The European Community (EC), however, has been a more complicated matter. Whereas OEEC/OECD and EFTA were perceived of and presented as purely economic frameworks without political constraints, the EC is different. It aims not only at a regional community with a common economic policy and trade barriers toward non-members. It has also developed into a community with political and security, including military-industrial, facets (Sjöstedt 1977).
As a reflection of the dilemma between neutrality and the need for adaptation, it should be noted that although Ireland, another neutral state, is a member of the EC, Finland and Sweden have not accepted membership under the present circumstances. Instead, the EFTA countries are seeking a collective arrangement with the EC. The Swedish rejection of individual and formal membership was made clear in a statement by the then Foreign Minister on April 9, 1972, in connection with the signing of a trade agreement between Sweden and the EC (Documents on Swedish Foreign Policy 1972, p. 255). That statement repeated the basic arguments that had been presented by the Swedish Prime Minister in August of 1961 (Documents on Swedish Foreign Policy 1961, p. 119).

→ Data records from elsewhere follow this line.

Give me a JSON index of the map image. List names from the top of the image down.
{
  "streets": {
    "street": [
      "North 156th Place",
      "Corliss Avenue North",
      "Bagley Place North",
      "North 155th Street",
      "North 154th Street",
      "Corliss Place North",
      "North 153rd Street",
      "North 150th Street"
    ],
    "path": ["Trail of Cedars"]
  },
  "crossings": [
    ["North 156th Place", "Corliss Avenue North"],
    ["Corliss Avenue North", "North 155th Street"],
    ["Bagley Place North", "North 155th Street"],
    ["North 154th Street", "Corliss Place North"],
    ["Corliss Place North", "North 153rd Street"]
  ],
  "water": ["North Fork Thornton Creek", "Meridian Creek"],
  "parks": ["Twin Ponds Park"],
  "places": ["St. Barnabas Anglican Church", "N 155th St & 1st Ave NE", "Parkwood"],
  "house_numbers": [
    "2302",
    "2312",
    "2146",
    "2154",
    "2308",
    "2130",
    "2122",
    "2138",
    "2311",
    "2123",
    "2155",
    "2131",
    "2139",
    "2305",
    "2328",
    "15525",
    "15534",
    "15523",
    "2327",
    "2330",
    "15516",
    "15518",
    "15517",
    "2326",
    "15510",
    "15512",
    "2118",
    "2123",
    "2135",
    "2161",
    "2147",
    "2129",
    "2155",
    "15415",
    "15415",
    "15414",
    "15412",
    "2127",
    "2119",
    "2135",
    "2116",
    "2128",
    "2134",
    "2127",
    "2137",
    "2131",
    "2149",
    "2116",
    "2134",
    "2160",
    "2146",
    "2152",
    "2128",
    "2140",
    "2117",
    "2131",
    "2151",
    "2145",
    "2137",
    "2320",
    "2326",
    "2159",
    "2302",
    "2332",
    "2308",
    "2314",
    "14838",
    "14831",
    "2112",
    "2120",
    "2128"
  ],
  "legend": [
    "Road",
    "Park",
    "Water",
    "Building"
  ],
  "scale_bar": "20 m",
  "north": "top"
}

Likewise, in October of 1988 the Finnish government presented a report to Parliament stating that close cooperation, but not membership, was possible and desirable (referred to in Upsala Nya Tidning, November 2, 1988).
Contrary to Sweden and Finland, the Austrian government applied for membership in the EC in ĵuly of 1989. The application included a demand for remaining neutral. The application has not only created a controversy among the EC members. The Soviet Union, one of the signa-tory powers of the Austrian State Treaty in 1955, stated in August of 1989 that Austrian membership in the EC would automatically cancel any possibility of Austria realizing its neutral policy. Whether this was a serious Soviet ‘threat’ or just an attempt to support the critics within the EC is difficult to say. In any event, to accept or to reject Austrian membership will clearly not be an easy decision for the EC to make. It will be a test case for other neutrals who regard membership as a future possibility.
The EC has sharpened the neutral dilemma between economic necessity and political desirability. The economic risk of ‘going it alone’ is considered high among industrial circles. To put the dilemma in extreme terms, when the EC countries complete the common market in 1992, other nations may have to chose between accepting isolation or seeking integration. Whether neutrals decide to ‘go it alone’ or to become members of international organizations, the dilemma remains. ‘Isolated independence’ may be no better than ‘integrated dependence’.
In general, the dilemma involved in adaptation can be phrased thus: how to behave in a changing world without risking the legitimacy of neutrality. Armament, the second A, poses that question specifically with regard to military policy. There are at least two contradictory attitudes toward the relationship between neutrality and armament. The first is that a neutral nation does not have, and does not need, a military defense. This attitude shows a lack of understanding of the more or less implicit demands upon a neutral state in international law and the existence of domestic interests in favor of armament in peacetime. One might even argue that the basic rational for the present indigenous military production in the neutral countries is not neutrality but the preservation of that industry itself.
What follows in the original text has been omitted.